Excerpts from a dataset:
....................

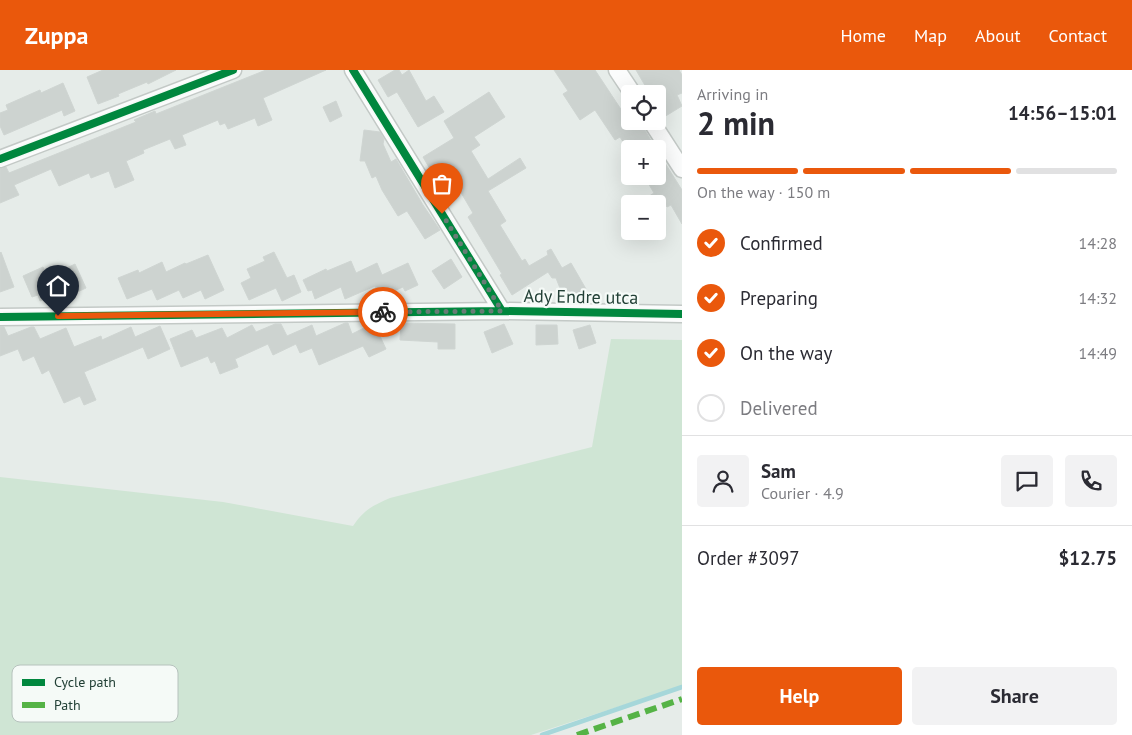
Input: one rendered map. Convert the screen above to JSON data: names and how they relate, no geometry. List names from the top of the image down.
{
  "streets": {
    "street": ["Ady Endre utca"]
  },
  "legend": ["Cycle path", "Path"],
  "page": {
    "header": "Zuppa",
    "nav": [
      "Home",
      "Map",
      "About",
      "Contact"
    ],
    "heading": ["2 min", "Arriving in", "14:56–15:01"],
    "panel": [
      "Sam",
      "Courier · 4.9",
      "Order #3097",
      "$12.75"
    ],
    "map_buttons": ["+", "−"],
    "bar": "On the way · 150 m",
    "list": [
      ["Confirmed", "14:28"],
      ["Preparing", "14:32"],
      ["On the way", "14:49"],
      "Delivered"
    ],
    "buttons": ["Help", "Share"]
  }
}
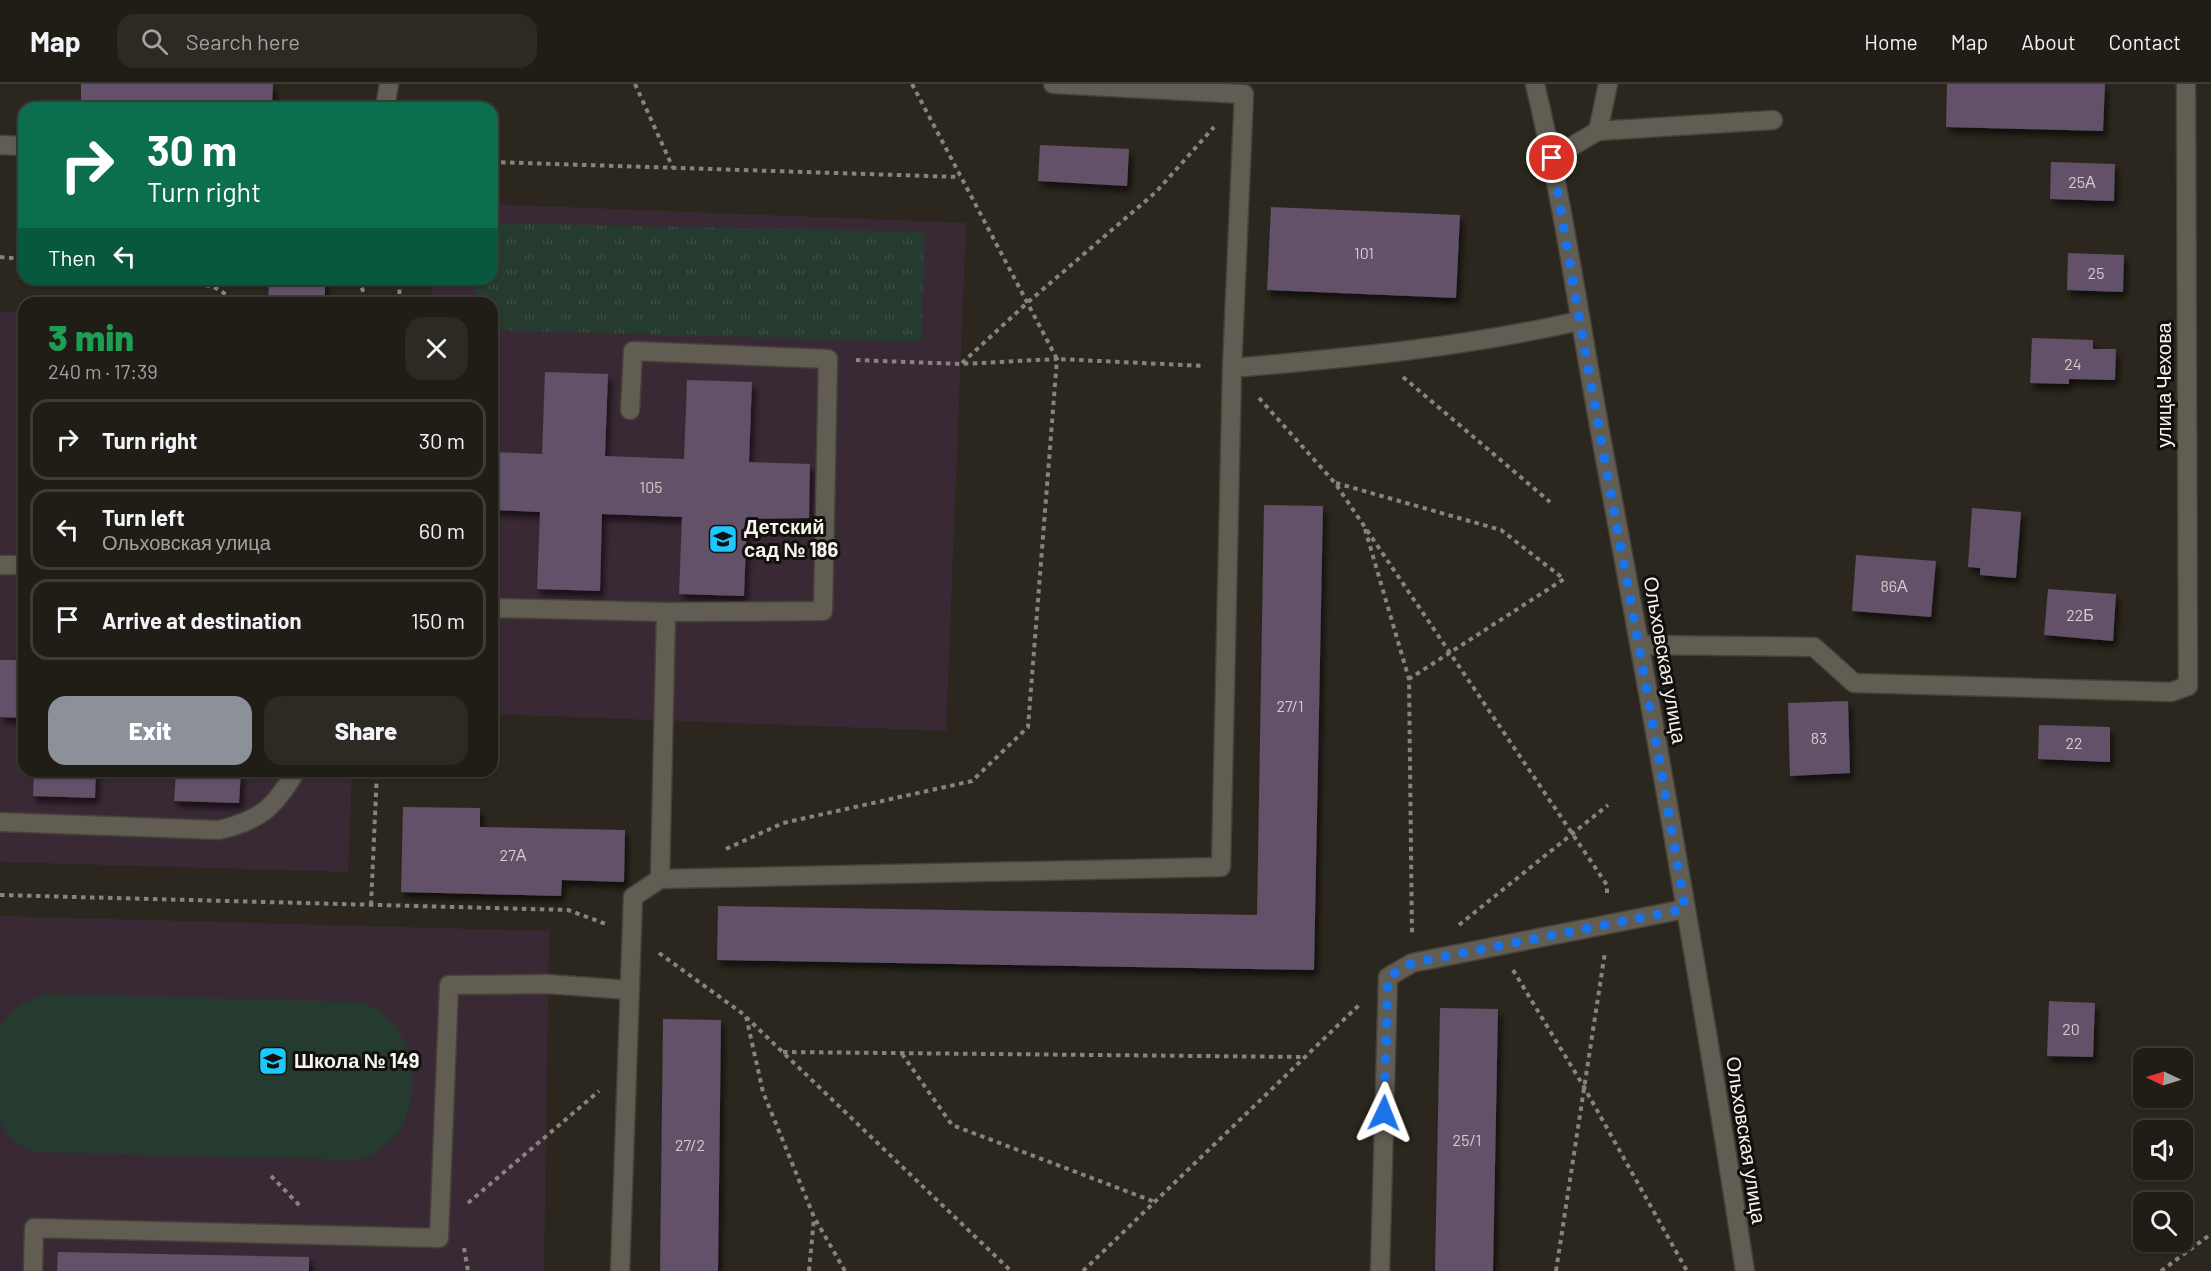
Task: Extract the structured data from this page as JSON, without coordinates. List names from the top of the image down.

....................

# WHAT THIS TASK INVOLVES
Every record above should be duplicated precisely, with the images removed.

# EXERCISE RESULT
Input: one rendered map. Convert the screen above to JSON data: names and how they relate, no geometry. List names from the top of the image down.
{
  "streets": {
    "street": ["Ady Endre utca"]
  },
  "legend": ["Cycle path", "Path"],
  "page": {
    "header": "Zuppa",
    "nav": [
      "Home",
      "Map",
      "About",
      "Contact"
    ],
    "heading": ["2 min", "Arriving in", "14:56–15:01"],
    "panel": [
      "Sam",
      "Courier · 4.9",
      "Order #3097",
      "$12.75"
    ],
    "map_buttons": ["+", "−"],
    "bar": "On the way · 150 m",
    "list": [
      ["Confirmed", "14:28"],
      ["Preparing", "14:32"],
      ["On the way", "14:49"],
      "Delivered"
    ],
    "buttons": ["Help", "Share"]
  }
}
Task: Extract the structured data from this page as JSON, without coordinates. List names from the top of the image down.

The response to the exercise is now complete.